English cinematographer (born 1939)

Robin Vidgeon (born 12 August 1939) BSC, is an English retired cinematographer best known for his work on Hellraiser, Hellbound: Hellraiser II and Nightbreed. For many years, he was a focus puller, working with the late cinematographer Douglas Slocombe and camera operator Bernard (Chic) Waterson.

==Early life==
As a child, Robin took an early interest in film, creating his own dark room and using a 9.5mm projector to screen movies for his neighbors. In 1956, he would go to work at Pinewood Studios cleaning equipment boxes. In 1959, he left Pinewood and applied for various jobs in the industry before he was eventually hired by Douglas Slocombe to work as a focus puller on Circus of Horrors.

==Work with Slocombe==
For the next twenty five years, Robin would work with Slocombe on numerous films such as Rollerball, The Great Gatsby and Close Encounters of the Third Kind, to name just a few.

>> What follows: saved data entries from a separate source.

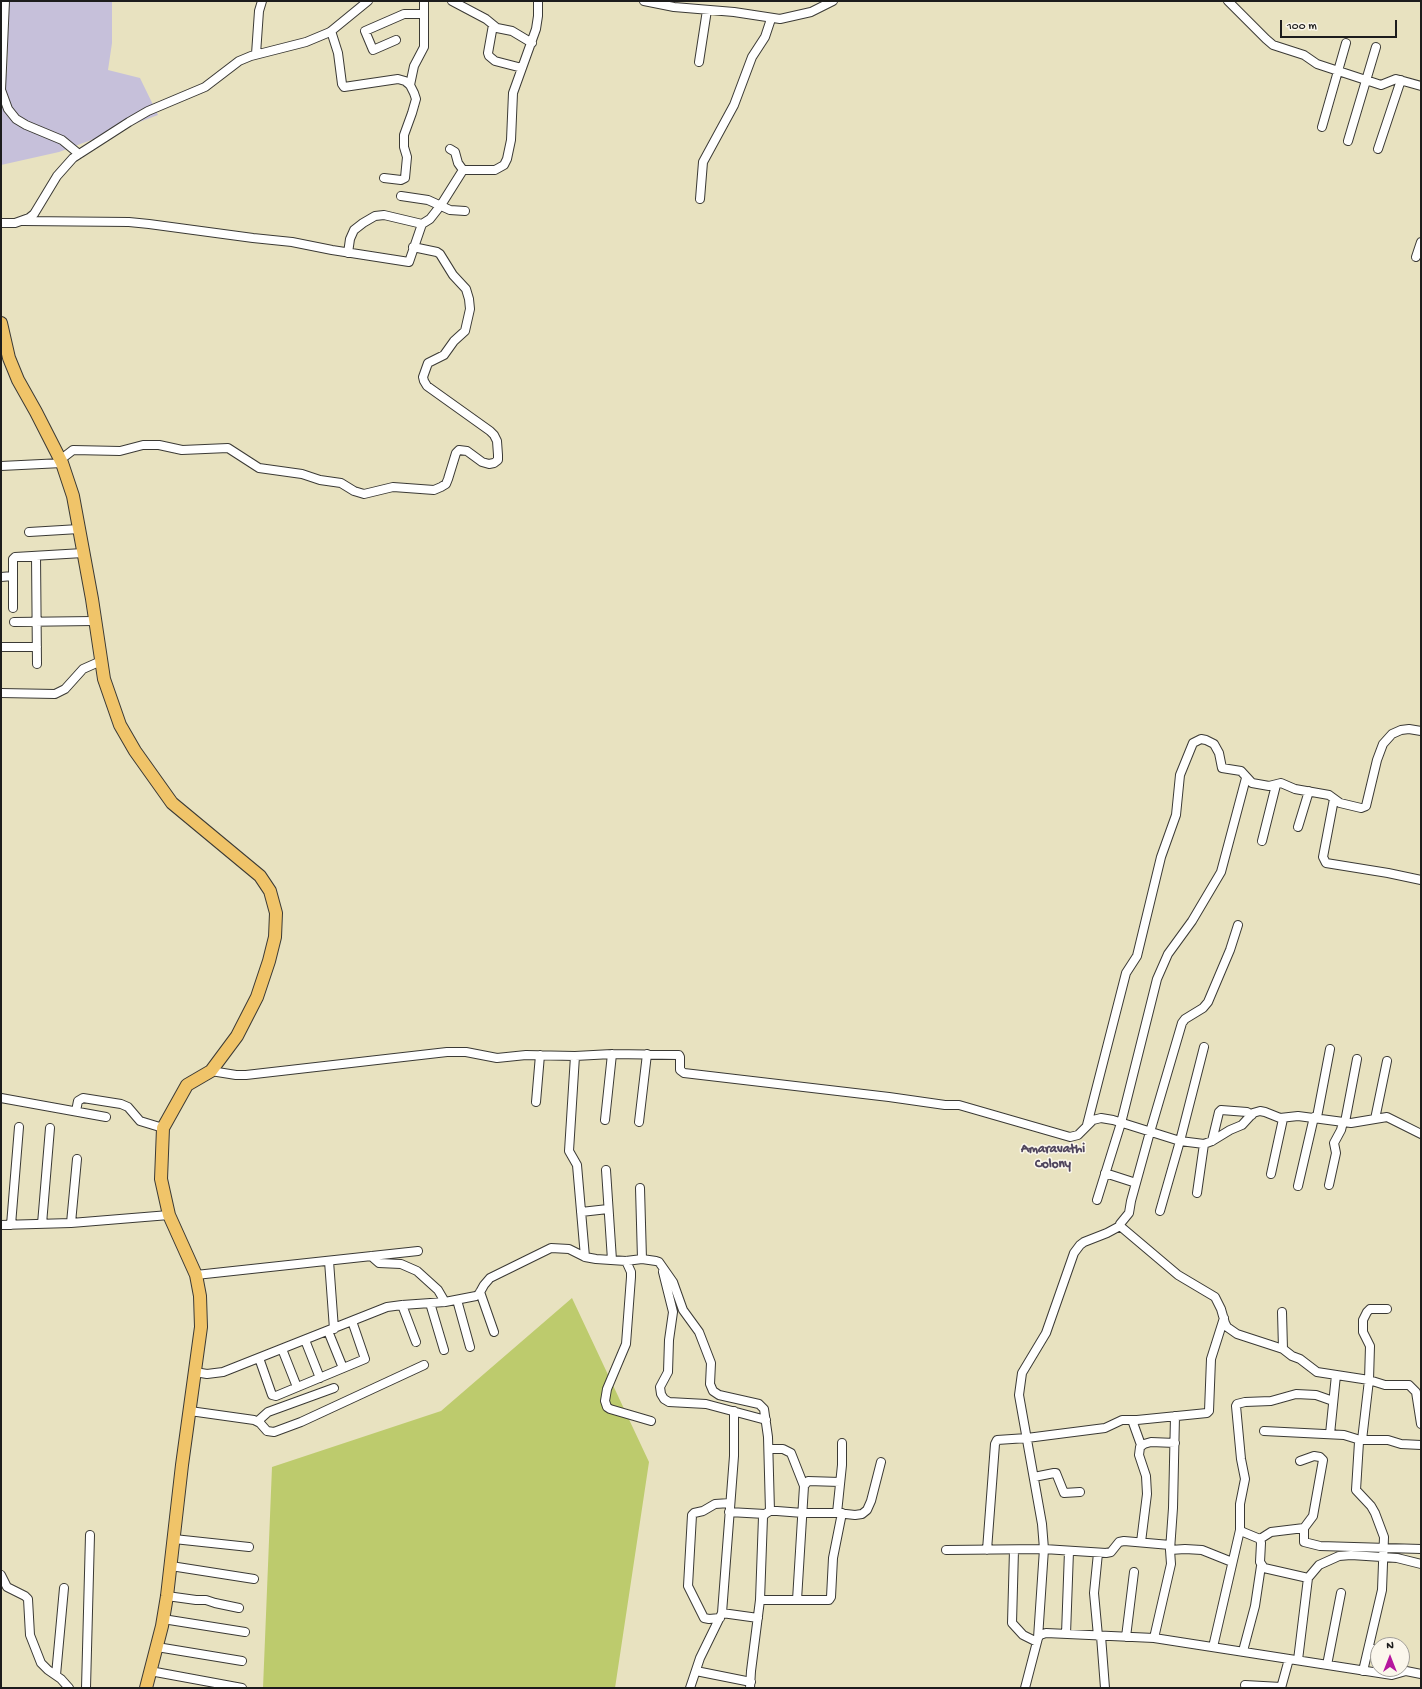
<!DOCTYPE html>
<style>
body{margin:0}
#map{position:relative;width:1422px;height:1689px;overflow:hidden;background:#e8e2c0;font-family:"Gochi Hand",sans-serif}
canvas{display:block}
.frame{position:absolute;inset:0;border:2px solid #1c1c1c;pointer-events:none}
.north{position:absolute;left:1370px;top:1637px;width:40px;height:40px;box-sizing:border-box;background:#fbf7ec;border:1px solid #a29f99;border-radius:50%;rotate:0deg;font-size:11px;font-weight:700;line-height:16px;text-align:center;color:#1c1c1c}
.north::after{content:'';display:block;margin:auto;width:14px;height:18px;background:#b5179e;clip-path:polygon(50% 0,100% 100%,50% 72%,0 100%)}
.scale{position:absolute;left:1280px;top:20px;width:117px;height:18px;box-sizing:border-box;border:2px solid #1c1c1c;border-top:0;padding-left:5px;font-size:12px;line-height:14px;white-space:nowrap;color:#1c1c1c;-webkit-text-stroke:3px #fbf7ec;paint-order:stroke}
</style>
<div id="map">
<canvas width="1422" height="1689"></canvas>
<div class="frame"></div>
<div class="north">N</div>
<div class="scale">100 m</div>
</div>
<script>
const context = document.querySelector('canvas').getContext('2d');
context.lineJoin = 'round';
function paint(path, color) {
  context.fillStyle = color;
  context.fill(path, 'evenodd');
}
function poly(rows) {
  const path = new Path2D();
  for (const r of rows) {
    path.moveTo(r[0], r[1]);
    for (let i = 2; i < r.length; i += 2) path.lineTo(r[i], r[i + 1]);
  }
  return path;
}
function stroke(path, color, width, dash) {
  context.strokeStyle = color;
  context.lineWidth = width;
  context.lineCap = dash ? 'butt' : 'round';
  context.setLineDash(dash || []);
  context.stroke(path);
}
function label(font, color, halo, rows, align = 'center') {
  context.font = font + ' "Gochi Hand",sans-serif';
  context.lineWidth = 3;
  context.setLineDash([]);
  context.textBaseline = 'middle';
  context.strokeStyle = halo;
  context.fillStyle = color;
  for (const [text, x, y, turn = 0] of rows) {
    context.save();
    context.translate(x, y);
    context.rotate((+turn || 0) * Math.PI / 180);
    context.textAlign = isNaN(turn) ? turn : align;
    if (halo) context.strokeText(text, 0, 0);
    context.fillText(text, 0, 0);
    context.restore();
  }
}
paint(poly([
 [9,1,112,1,112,43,108,70,140,78,158,115,59,152,1,165,1,76,7,74]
]), '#c6c0da');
paint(poly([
 [572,1298,649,1462,615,1688,263,1688,272,1467,441,1411]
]), '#bdcb6d');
const minor = poly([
 [5,1,1,90,8,109,16,119,26,125,62,140,79,154],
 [452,1,486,19,497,28,512,31,532,43],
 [644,1,674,7,734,12,780,19,811,12,833,1],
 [1228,1,1266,39,1273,45,1304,55,1317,64,1381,85,1396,79,1421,86],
 [493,25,488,53,489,56,495,61,522,68],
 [331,31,338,53,342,84,344,87,398,79,405,81,410,85,414,93,416,99,412,113,404,135,404,147,407,157,405,178,401,180,384,178],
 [396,40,373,50,365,31,404,14,424,14],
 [256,54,259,11,262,1],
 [699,62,707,10],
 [410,85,414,66,424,47,424,1],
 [1322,127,1346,43],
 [1348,141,1376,47],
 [450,149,455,152,458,163,463,170],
 [1378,149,1401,80],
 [401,196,428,200,450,210,465,211],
 [700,199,703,162,734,105,752,57,765,37,771,19],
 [23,221,129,222,149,224,253,238,292,242,332,250,409,262,422,224,430,219,441,205,463,170,495,170,504,165,507,159,511,140,513,93,536,29,538,16,538,1],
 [1,223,15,223,29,218,34,214,57,176,73,158,129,122,148,111,205,87,239,61,251,56,306,42,330,32,368,1],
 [348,253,350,239,354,230,363,223,375,216,384,215,422,224],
 [1416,257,1421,242],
 [60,460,73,450,120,451,143,445,159,445,182,450,228,448,259,468,302,474,320,480,341,483,354,491,364,494,393,487,434,490,441,487,446,484,448,479,456,453,459,450,467,451,482,462,489,464,494,463,498,460,498,455,497,441,494,435,490,431,427,386,424,381,423,377,428,363,444,355,454,341,465,331,470,309,469,299,466,289,453,275,440,254,437,252,413,247],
 [1,466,62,463],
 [29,532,79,529],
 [36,556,37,664],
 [1,577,13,576],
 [13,608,13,559,15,557,83,553],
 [14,622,94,621],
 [1,647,37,647],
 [1,693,55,694,65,689,83,669,101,661],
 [1334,799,1323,857,1326,863,1388,873,1421,880],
 [1298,827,1309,791],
 [1262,841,1276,785],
 [1238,925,1230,950,1208,1002,1203,1008,1185,1019,1182,1023,1150,1132,1131,1201,1129,1213,1120,1224,1120,1226,1178,1275,1215,1297,1221,1309,1225,1323,1227,1327,1237,1334,1283,1349,1292,1356,1300,1359,1317,1372,1369,1380,1385,1385,1409,1385,1416,1392,1421,1424],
 [575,1056,569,1151,577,1165,585,1257],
 [211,1071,236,1075,246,1075,447,1052,466,1052,497,1058,526,1055,575,1056,612,1054,679,1055,680,1057,680,1070,684,1073,889,1097,945,1105,959,1105,1070,1137,1078,1135,1093,1120,1101,1118,1113,1120,1180,1141,1204,1144,1212,1141,1230,1130,1242,1125,1253,1113,1260,1111,1265,1112,1280,1118,1298,1116,1351,1123,1387,1117,1421,1134],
 [1,1098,106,1117],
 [536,1102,540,1055],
 [76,1111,78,1101,83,1098,121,1104,128,1107,140,1121,163,1128],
 [1317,1117,1330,1049],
 [1375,1119,1387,1061],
 [605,1120,612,1054],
 [639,1122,647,1054],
 [1345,1122,1357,1059],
 [1087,1125,1126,973,1137,956,1161,857,1176,815,1180,775,1193,743,1201,739,1206,740,1214,744,1219,753,1222,768,1241,771,1252,783,1269,786,1281,783,1295,789,1329,795,1340,803,1361,808,1366,806,1377,760,1383,744,1392,734,1401,730,1409,729,1421,731],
 [1212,1141,1219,1112,1221,1110,1247,1112,1252,1115],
 [606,1170,612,1260],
 [1105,1173,1136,1183],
 [1271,1174,1283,1119],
 [1329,1185,1336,1153,1334,1143,1341,1130,1343,1122],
 [1298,1186,1314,1117],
 [640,1188,642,1259],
 [1197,1193,1204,1144],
 [1097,1200,1121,1123,1157,979,1168,954,1192,921,1221,872,1246,778],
 [1160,1211,1180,1141,1204,1047],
 [581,1212,608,1209],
 [71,1223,77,1159],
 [42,1224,50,1128],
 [1,1225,71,1223,169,1215],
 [11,1225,19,1127],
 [371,1256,379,1263,401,1264,417,1271,438,1290,445,1302],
 [329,1261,334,1329],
 [626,1261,631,1272,631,1277,626,1344,607,1389,605,1401,607,1407,610,1409,651,1421],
 [663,1272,673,1312,669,1340,668,1372,660,1387,661,1394,664,1399,669,1402,706,1404,766,1420],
 [196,1275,418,1251],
 [480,1292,494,1332],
 [457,1300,470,1347],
 [430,1303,444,1350],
 [402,1305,416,1342],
 [1282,1312,1283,1349],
 [328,1331,343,1368],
 [305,1340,320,1378],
 [282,1349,297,1387],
 [259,1358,272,1395,276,1396,365,1359,352,1321],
 [195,1372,207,1374,223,1372,387,1307,402,1305,445,1302,476,1296,479,1294,484,1285,490,1278,551,1248,569,1249,585,1257,596,1259,626,1261,642,1259,656,1261,659,1262,673,1282,683,1310,699,1332,711,1363,710,1384,713,1391,719,1395,759,1404,764,1409,768,1437,770,1511],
 [190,1411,254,1420,260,1423,267,1431,274,1432,301,1422,424,1365],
 [1132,1420,1141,1445],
 [258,1421,268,1412,334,1388],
 [1264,1431,1344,1435,1357,1439,1359,1442,1356,1490,1371,1506,1375,1513,1384,1537,1382,1590,1363,1671],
 [1330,1434,1336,1375],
 [1359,1440,1388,1440,1401,1444,1421,1445],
 [1362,1440,1369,1380,1370,1346,1363,1332,1363,1320,1367,1312,1370,1309,1387,1309],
 [769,1449,783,1449,791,1453,804,1486],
 [1034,1477,1054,1473,1056,1473,1064,1493,1080,1492],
 [729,1512,765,1514],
 [837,1513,842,1465,842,1443],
 [1304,1528,1304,1542,1320,1546,1421,1549],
 [174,1539,249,1547],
 [1260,1539,1271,1532,1304,1528,1313,1516,1323,1460,1320,1457,1314,1456,1300,1461],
 [1141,1542,1147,1494,1146,1476,1139,1455,1140,1447,1144,1444,1151,1442,1175,1443],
 [946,1550,1044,1549,1106,1553,1111,1552,1119,1542,1124,1541,1170,1545],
 [987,1550,995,1444,997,1440,1027,1438,1105,1428,1122,1420,1137,1420,1207,1413,1209,1411,1211,1359,1224,1318],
 [1014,1550,1012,1623,1023,1635,1037,1642],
 [1170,1550,1185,1549,1202,1550,1232,1562],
 [171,1566,254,1579],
 [1,1575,7,1587,25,1596,28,1599,30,1635,41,1663,48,1670,61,1679,69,1688],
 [1308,1578,1264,1568,1260,1562,1261,1543,1260,1539,1243,1532,1240,1530,1240,1504,1245,1479,1241,1459,1236,1406,1237,1404,1245,1402,1271,1401,1296,1394,1316,1395,1333,1401],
 [167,1596,196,1600,206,1600,215,1603,239,1608],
 [760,1600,829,1600,831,1597,833,1558,842,1513],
 [797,1600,804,1486,808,1481,840,1482],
 [722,1613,758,1618],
 [720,1618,709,1619,704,1618,688,1586,692,1515,694,1513,703,1511,715,1504,730,1503],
 [163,1619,245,1632],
 [1066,1634,1069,1551],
 [1098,1636,1094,1593,1098,1553],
 [1101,1636,1105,1688],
 [1126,1637,1134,1572],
 [1038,1638,1044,1549,1042,1524,1019,1395,1022,1373,1046,1333,1074,1253,1080,1245,1084,1242,1107,1233,1120,1226],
 [1154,1638,1171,1564,1170,1550,1173,1508,1175,1416],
 [157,1647,242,1661],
 [1213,1647,1240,1530],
 [1369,1647,1378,1651],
 [1243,1651,1255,1606,1261,1566],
 [1298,1660,1308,1578,1319,1565,1339,1556,1351,1555,1397,1558,1421,1564],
 [1327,1665,1341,1593],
 [150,1671,242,1688],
 [696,1671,751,1682],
 [56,1675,64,1588],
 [1245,1685,1281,1687],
 [86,1688,90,1535],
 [690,1688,700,1658,722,1613,734,1456,734,1411],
 [750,1688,751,1671,760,1600,763,1517,765,1514,770,1511,777,1511,803,1513,837,1513,855,1515,862,1514,867,1510,871,1501,881,1462],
 [1025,1688,1038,1638,1040,1635,1046,1633,1154,1638,1392,1675,1406,1671,1421,1674],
 [1281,1688,1289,1659]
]);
const highway = poly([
 [1,323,9,358,18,380,36,412,62,463,73,496,92,599,104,679,120,725,135,751,172,803,260,876,270,891,276,913,275,937,269,961,257,997,237,1036,211,1071,187,1085,163,1128,161,1179,169,1215,196,1275,200,1296,201,1327,182,1465,167,1596,162,1626,146,1688]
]);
stroke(minor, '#3b3a35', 10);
stroke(highway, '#3b3a35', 14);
stroke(minor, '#fff', 8);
stroke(highway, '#f0c469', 12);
label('bold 13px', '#50465e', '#fbf7ec', [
 ["Amaravathi",1053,1150],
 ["Colony",1053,1165]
]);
</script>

After completing production on the Indiana Jones and the Last Crusade, Robin would part with Slocombe and go on to work as a cinematographer.

==Director of photography==
Following his work with Slocombe, Robin began working as a cinematographer on films such as The Mission, The Penitent before going to work with Clive Barker on his directorial debut, Hellraiser. Robin would also go on to film Hellbound: Hellraiser II and Nightbreed with Barker.

Throughout the 1980s and 90's, Robin would continue to work as a cinematographer, citing his work on Anthony Hopkins' directorial debut, August, as one of his most memorable experiences.

During 1994–1995, Robin was the acting president of British Society of Cinematographers, and has been an honorary member since that time.

==Retirement==
Since his retirement in 2013, Robin has worked as a cinematography tutor at the London Film Academy. He has also taught Film & Digital Cinematography at the Met Film School, and given masterclasses at the University of Greenwich.

In March 2022, Robin was a guest on The Ghost Of Hollywood, where he would discuss his career in depth, including his work with Slocombe, Waterson, Hopkins and Barker.